- _TASK GOAL_: Report how many lines in the entries below have the word "fillStyle" in them, and give no other words.
[DATA FOR THE TASK Boundary: Start]
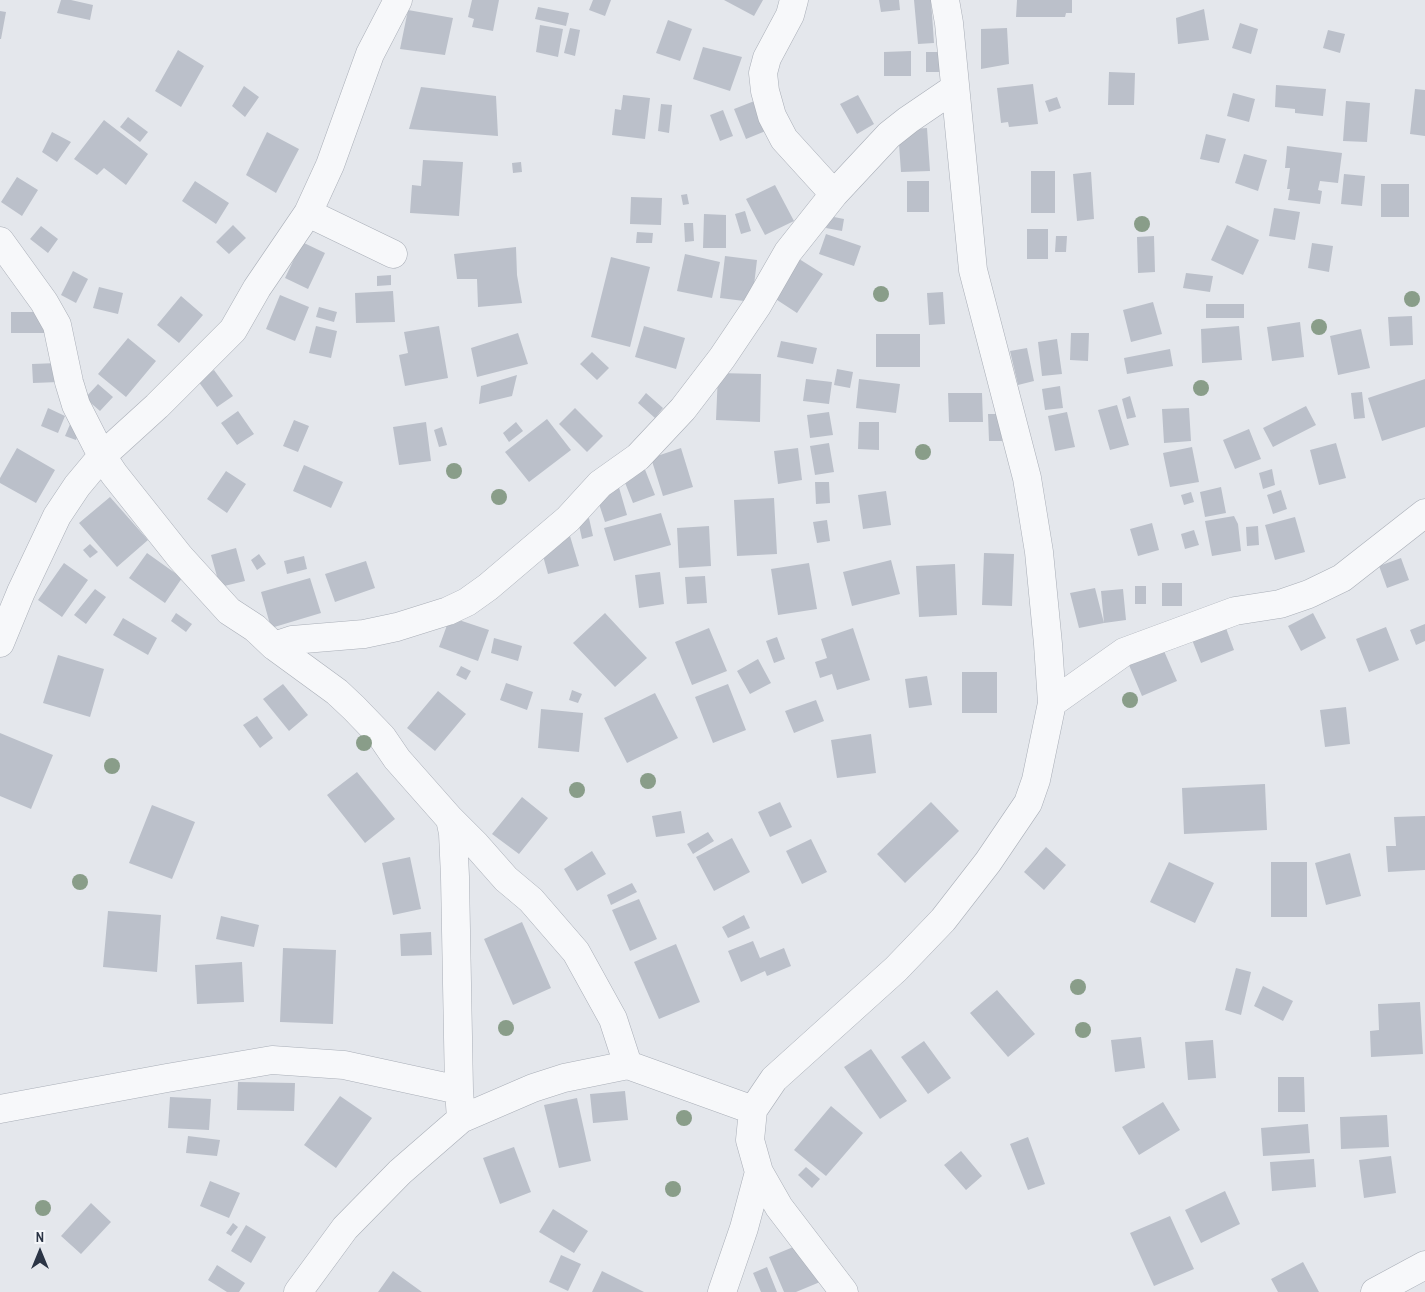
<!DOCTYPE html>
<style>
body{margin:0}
#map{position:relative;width:1425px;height:1292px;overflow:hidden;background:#e4e7ec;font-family:"Archivo Narrow",sans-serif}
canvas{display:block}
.north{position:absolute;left:15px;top:1227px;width:50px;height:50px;-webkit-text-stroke:4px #f4f6f9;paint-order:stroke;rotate:0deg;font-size:14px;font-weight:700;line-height:20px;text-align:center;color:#2b3445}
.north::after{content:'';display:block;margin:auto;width:18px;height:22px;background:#2b3445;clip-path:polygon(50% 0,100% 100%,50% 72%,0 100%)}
</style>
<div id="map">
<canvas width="1425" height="1292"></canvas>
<div class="north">N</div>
</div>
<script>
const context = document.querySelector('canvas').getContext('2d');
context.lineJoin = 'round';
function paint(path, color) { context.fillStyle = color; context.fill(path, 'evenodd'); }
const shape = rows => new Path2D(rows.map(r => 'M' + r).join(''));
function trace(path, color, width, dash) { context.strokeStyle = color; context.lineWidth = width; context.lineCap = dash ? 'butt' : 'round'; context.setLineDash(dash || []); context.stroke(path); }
paint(shape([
 [61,0,71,0,93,5,90,20,57,13],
 [472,0,499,0,493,31,472,27,474,19,468,17],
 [593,0,611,0,605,16,589,10],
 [724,0,763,0,754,16],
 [879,0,899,0,900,10,881,12],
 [914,0,931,0,934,43,918,44],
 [1017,0,1072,0,1072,13,1066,13,1065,17,1016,17],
 [538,7,569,13,566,26,535,19],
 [1204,9,1209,40,1178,44,1176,18],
 [408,10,453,18,445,55,400,49],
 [0,11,6,12,1,39,0,39],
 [668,20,692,29,680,61,656,53],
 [1240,23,1258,29,1251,54,1232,48],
 [540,25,563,29,558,57,536,52],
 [570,28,580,30,575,56,564,53],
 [1007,28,1009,64,981,69,981,29],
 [1328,30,1345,34,1340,53,1323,48],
 [703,47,742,57,730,91,693,79],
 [178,50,204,66,181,107,155,91],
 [911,51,911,76,884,76,884,52],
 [926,52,940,52,940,72,926,72],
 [1109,72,1135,73,1134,105,1108,105],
 [1033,84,1038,124,1009,127,1008,122,1001,123,997,88],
 [1276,85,1326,89,1323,116,1295,113,1295,109,1275,107],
 [244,86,259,97,245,117,232,106],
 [421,87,496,96,498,136,409,129],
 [1415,89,1425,90,1425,136,1410,134],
 [1233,93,1255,99,1249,122,1227,116],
 [623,95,650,98,645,139,612,135,615,109,621,110],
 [858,95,874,124,857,134,840,104],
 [1057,97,1061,108,1049,112,1045,101],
 [762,98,773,128,746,139,734,109],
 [1346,101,1370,103,1367,142,1343,141],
 [661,104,672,105,669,133,658,131],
 [723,110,733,136,720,141,710,115],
 [128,117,148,132,140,142,120,127],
 [104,120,148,154,126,185,104,168,97,175,74,159],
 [927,128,930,171,901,172,898,130],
 [52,132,71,142,57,162,42,152],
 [267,132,299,149,276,193,246,175],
 [1206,134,1226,139,1219,163,1200,159],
 [1287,146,1342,153,1338,183,1320,181,1318,190,1322,191,1320,204,1288,200,1290,189,1287,189,1290,168,1285,168],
 [1244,154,1267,160,1258,191,1235,183],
 [423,160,463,162,459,216,410,213,412,185,421,186],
 [521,162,522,172,513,173,512,163],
 [1031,171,1055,171,1055,213,1031,213],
 [1091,172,1094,219,1077,221,1073,174],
 [1344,174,1365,176,1362,206,1341,204],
 [17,177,38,190,22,216,1,202],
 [195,181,229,203,216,224,182,201],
 [907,181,929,181,929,212,907,212],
 [1381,184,1409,184,1409,217,1381,217],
 [775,185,794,221,765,235,746,199],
 [687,194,689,204,683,205,681,195],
 [631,197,662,198,661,225,630,224],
 [1274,208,1300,212,1295,240,1269,236],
 [745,211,751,231,741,234,735,214],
 [704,214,726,215,726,248,703,248],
 [829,216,844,219,842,231,826,228],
 [684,223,693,223,694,241,685,242],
 [233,225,246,238,229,254,216,242],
 [1227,225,1259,240,1243,275,1211,260],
 [41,226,58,239,48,253,30,239],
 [1027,229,1048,229,1048,259,1027,259],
 [637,232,653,233,652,243,636,243],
 [826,234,861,246,854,266,819,254],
 [1056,236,1067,236,1066,252,1055,252],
 [1154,236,1155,272,1138,273,1137,237],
 [302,242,325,253,308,289,285,278],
 [1312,243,1333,246,1329,272,1308,268],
 [516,247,517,275,522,303,478,307,477,279,457,279,454,254],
 [685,254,720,262,712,298,677,291],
 [725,256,757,260,752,302,720,298],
 [611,257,650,267,630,347,591,337],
 [796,257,823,274,797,313,771,296],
 [73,271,88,279,76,303,61,295],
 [1186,273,1213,276,1210,292,1183,288],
 [391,275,391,285,377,286,377,276],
 [99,287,123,293,118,314,93,308],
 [393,291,395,322,356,323,355,293],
 [943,292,945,324,929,325,927,293],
 [280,295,309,307,295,341,266,329],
 [181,296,203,315,179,343,157,325],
 [1153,302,1162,334,1131,342,1123,310],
 [1206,304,1244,304,1244,318,1206,318],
 [319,307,337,312,334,322,316,317],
 [11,312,45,312,45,333,11,333],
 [1412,316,1413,345,1390,346,1388,317],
 [1300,322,1304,357,1272,361,1267,327],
 [316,326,337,331,331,358,309,353],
 [439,326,448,378,405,386,399,355,408,353,404,332],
 [644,326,685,338,676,369,635,357],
 [1239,326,1242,360,1202,363,1201,329],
 [1361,329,1370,368,1338,375,1330,336],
 [518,333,528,364,477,377,471,348],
 [1071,333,1089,333,1088,361,1070,360],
 [876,334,920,334,920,367,876,367],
 [128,338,156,361,126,397,98,374],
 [1057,339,1062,374,1042,376,1038,342],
 [781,341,817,348,813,364,777,357],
 [1027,348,1034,381,1018,385,1010,351],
 [1170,349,1173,366,1127,374,1124,358],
 [592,352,609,368,597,380,580,364],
 [58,363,59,382,33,383,32,364],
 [837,369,853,372,850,388,834,385],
 [214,370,233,396,217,407,198,381],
 [718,373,761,374,760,422,716,420],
 [517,375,512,396,479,404,481,386],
 [806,379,832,382,829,404,803,401],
 [859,379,900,384,896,413,856,408],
 [1425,379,1425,427,1382,441,1368,398],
 [98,384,113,397,100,411,85,398],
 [1060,386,1063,408,1045,410,1042,389],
 [1362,392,1365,418,1354,419,1351,393],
 [646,393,663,408,655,418,638,403],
 [948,393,982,393,983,422,949,422],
 [1130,396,1136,417,1127,419,1122,399],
 [1117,405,1129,445,1110,450,1098,410],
 [1306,406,1316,425,1273,447,1263,428],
 [48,408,65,416,58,433,41,426],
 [575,408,603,436,587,452,559,424],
 [1189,408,1191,441,1164,443,1162,409],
 [238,411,254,434,237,445,221,423],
 [829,412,833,435,810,438,807,415],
 [1067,412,1075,447,1055,451,1048,416],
 [988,414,1001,414,1002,441,989,441],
 [547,419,571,450,529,482,505,452],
 [294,420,309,426,298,452,283,446],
 [71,422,81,426,76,440,65,436],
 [426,422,431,461,399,465,393,427],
 [516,422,523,431,509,442,503,433],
 [859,422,879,422,879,450,858,449],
 [442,427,447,445,439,447,434,430],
 [1249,429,1261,459,1235,469,1223,440],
 [829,443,834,472,815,475,810,446],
 [1336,443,1346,478,1319,485,1310,450],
 [1192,447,1199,482,1170,487,1163,453],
 [17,448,55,470,36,503,0,483,0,478],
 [681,448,693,487,663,496,651,458],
 [798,448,802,480,778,484,774,451],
 [304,465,343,482,331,508,293,491],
 [644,467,655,495,633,503,622,475],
 [1272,469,1275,485,1263,489,1259,473],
 [226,471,246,484,227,513,207,499],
 [815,482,829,482,830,503,816,504],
 [618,484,627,515,605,522,595,492],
 [1221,487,1226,513,1205,517,1200,492],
 [1281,490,1287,509,1273,514,1267,495],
 [886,491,891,525,863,529,858,495],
 [1191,492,1194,502,1184,505,1181,495],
 [110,497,148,540,117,567,79,523],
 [774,498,777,554,737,556,734,500],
 [661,513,671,545,614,561,604,528],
 [1234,516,1238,524,1241,551,1212,556,1205,521],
 [1295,517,1305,552,1275,560,1265,525],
 [589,518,593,536,582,539,578,521],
 [827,520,830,541,817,543,813,522],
 [1152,523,1159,550,1138,556,1130,529],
 [709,526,711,566,679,568,677,528],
 [1258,526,1259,545,1247,546,1246,527],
 [1194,530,1199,545,1185,549,1181,534],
 [570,536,579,566,548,574,540,545],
 [90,544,98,552,90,558,83,550],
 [236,548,245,581,220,587,211,555],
 [147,553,182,578,165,603,129,578],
 [984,553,1014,554,1012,606,982,605],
 [259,554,266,564,257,570,251,560],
 [304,556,307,569,287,574,284,561],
 [1401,558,1409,580,1387,588,1379,566],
 [891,560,900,594,852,606,843,572],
 [366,561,375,588,335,602,325,574],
 [64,563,88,580,62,617,38,600],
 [809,563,817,609,778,615,771,569],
 [955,564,957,615,919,617,916,566],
 [660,572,664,604,639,608,635,575],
 [705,576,707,603,687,604,685,577],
 [310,578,321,613,271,628,261,592],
 [1162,583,1182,583,1182,606,1162,606],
 [1135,586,1146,586,1146,604,1135,604],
 [1095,588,1104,623,1079,628,1070,593],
 [95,589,106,597,86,624,74,615],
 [1123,589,1126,620,1104,623,1101,591],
 [176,613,192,624,186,632,171,621],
 [605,613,647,658,615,687,573,643],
 [1313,613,1326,638,1301,651,1288,626],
 [450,617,489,630,478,661,439,647],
 [123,618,157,638,148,655,113,635],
 [1223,620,1234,650,1201,663,1189,632],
 [1425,624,1425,641,1416,645,1410,630],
 [1386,627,1399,660,1369,672,1356,639],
 [709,628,727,671,692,685,675,642],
 [853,628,870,680,837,690,832,674,820,678,815,662,827,658,821,639],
 [777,637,785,659,774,663,766,641],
 [494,638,522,646,518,661,491,653],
 [1161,644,1177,681,1142,696,1126,658],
 [58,655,104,669,90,717,43,703],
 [758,659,771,683,750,694,737,671],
 [461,666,471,671,466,680,456,675],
 [962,672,997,672,997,713,962,713],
 [927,676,932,705,909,708,905,679],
 [506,683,533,692,527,710,500,700],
 [283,684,308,715,289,731,263,699],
 [728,684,746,730,713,743,695,697],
 [572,690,582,694,578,703,569,700],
 [438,691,466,714,435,751,407,728],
 [655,693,678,738,627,763,604,718],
 [816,700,824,721,794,733,785,711],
 [1346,707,1350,744,1325,747,1320,710],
 [541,709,583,713,579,752,538,748],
 [257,716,273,738,260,748,243,725],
 [0,733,53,755,31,809,0,796],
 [871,734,876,773,837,778,831,740],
 [357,772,395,819,365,843,327,795],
 [1265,784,1267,830,1184,834,1182,788],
 [522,797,548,818,519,854,492,834],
 [780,802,792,827,770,837,758,812],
 [931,802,959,831,905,883,877,854],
 [152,805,195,822,172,879,129,863],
 [681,811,685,833,656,837,652,816],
 [1425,816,1425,870,1388,872,1386,846,1396,846,1394,817],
 [708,832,714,841,693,854,687,844],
 [732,838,750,872,714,891,696,857],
 [811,839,827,872,802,884,786,851],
 [1046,847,1066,865,1044,890,1024,872],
 [592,851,606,874,577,891,564,869],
 [1350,853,1361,896,1326,905,1315,863],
 [410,857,421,909,393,915,382,863],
 [1169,862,1214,883,1195,923,1150,902],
 [1271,862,1307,862,1307,917,1271,917],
 [632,883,637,892,611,905,607,895],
 [639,899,657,939,630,951,612,910],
 [108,911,161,915,157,972,103,967],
 [744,915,750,928,728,938,722,927],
 [221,916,259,925,254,947,216,939],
 [522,922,551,988,513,1005,484,939],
 [431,932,432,955,401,956,400,934],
 [753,941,760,958,784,948,791,966,767,976,765,971,741,982,728,951],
 [676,944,700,1002,659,1019,634,962],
 [283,948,336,950,333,1024,280,1022],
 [242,962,244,1002,197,1004,195,965],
 [1236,968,1251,972,1241,1015,1225,1010],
 [1263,986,1293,1001,1283,1021,1254,1006],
 [997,990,1035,1034,1008,1057,970,1013],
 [1420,1002,1423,1054,1371,1057,1370,1031,1379,1030,1378,1004],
 [1141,1037,1145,1068,1115,1072,1111,1040],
 [1213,1040,1216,1078,1188,1080,1185,1042],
 [924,1041,951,1078,928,1094,901,1057],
 [871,1049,907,1101,880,1119,844,1067],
 [1278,1077,1304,1077,1305,1112,1278,1112],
 [238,1082,295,1083,294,1111,237,1110],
 [625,1091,628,1120,593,1123,590,1094],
 [340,1096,372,1118,336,1168,304,1145],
 [170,1097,211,1099,209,1130,168,1128],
 [577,1098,591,1161,559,1168,544,1105],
 [1163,1102,1180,1130,1139,1155,1122,1127],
 [831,1106,863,1133,826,1176,794,1150],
 [1387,1115,1389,1147,1341,1149,1340,1117],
 [1308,1124,1310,1153,1263,1156,1261,1128],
 [188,1136,220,1140,217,1156,186,1153],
 [1028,1137,1045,1184,1028,1190,1010,1144],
 [514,1147,531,1192,500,1204,483,1158],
 [961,1151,982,1176,966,1190,944,1165],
 [1391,1156,1396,1193,1364,1198,1359,1160],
 [1314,1159,1316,1187,1272,1191,1270,1162],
 [806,1167,820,1179,812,1188,798,1175],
 [210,1181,240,1193,229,1218,200,1206],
 [1225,1191,1240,1224,1201,1243,1185,1210],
 [91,1203,111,1222,81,1254,61,1236],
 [553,1209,588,1231,574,1253,539,1232],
 [1170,1216,1194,1269,1154,1286,1130,1233],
 [233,1223,238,1227,231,1236,226,1233],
 [246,1225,266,1237,251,1263,231,1251],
 [803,1243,820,1282,796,1292,784,1292,769,1257],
 [561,1255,581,1264,568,1291,549,1282],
 [1303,1262,1319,1292,1278,1292,1271,1279],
 [217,1265,245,1283,239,1292,227,1292,208,1280],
 [767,1267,777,1292,761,1292,753,1273],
 [393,1271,422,1292,378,1292],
 [602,1271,644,1292,592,1292]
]), '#bbc0ca');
const minor = shape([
 [398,0,370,54,330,165,308,213,257,288,233,330,157,406,102,456,114,474,180,557,229,611,255,628,274,646,292,640,364,634,397,627,448,611,467,602,488,587,568,519,600,484,638,457,683,409,722,358,757,306,788,252,834,194,889,135,908,120,955,88],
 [794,0,790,15,767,58,763,73,765,91,772,116,784,139,834,194],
 [308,213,393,254],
 [0,241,44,302,57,325,69,382,76,405,102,456,77,486,57,516,21,592,0,643],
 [274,646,337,692,354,708,382,737,397,759,450,819,453,833,455,877,459,1090,461,1119],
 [1052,703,1124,652,1235,611,1280,604,1309,594,1342,578,1425,513],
 [450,819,476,845,506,879,531,900,576,952,613,1019,628,1065],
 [0,1109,167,1078,272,1060,344,1065,459,1090],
 [298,1292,345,1228,400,1172,461,1119,533,1088,564,1078,628,1065,753,1110],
 [722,1292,744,1228,759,1172],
 [844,1292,779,1207,759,1172,750,1140,753,1110,774,1079,896,969,943,920,988,862,1028,803,1036,780,1052,703,1048,644,1039,552,1027,478,973,270,949,23,945,0],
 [1375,1292,1425,1265]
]);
trace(minor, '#a9aeb7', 29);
trace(minor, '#f7f8fa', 28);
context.fillStyle = '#899d89';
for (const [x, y] of [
 [1142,224],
 [881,294],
 [1412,299],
 [1319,327],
 [1201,388],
 [923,452],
 [454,471],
 [499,497],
 [1130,700],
 [364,743],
 [112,766],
 [648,781],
 [577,790],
 [80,882],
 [1078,987],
 [506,1028],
 [1083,1030],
 [684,1118],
 [673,1189],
 [43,1208]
]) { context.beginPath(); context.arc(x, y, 8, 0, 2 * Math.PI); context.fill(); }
</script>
[DATA FOR THE TASK Boundary: End]
- _WRITTEN REPLY_: 2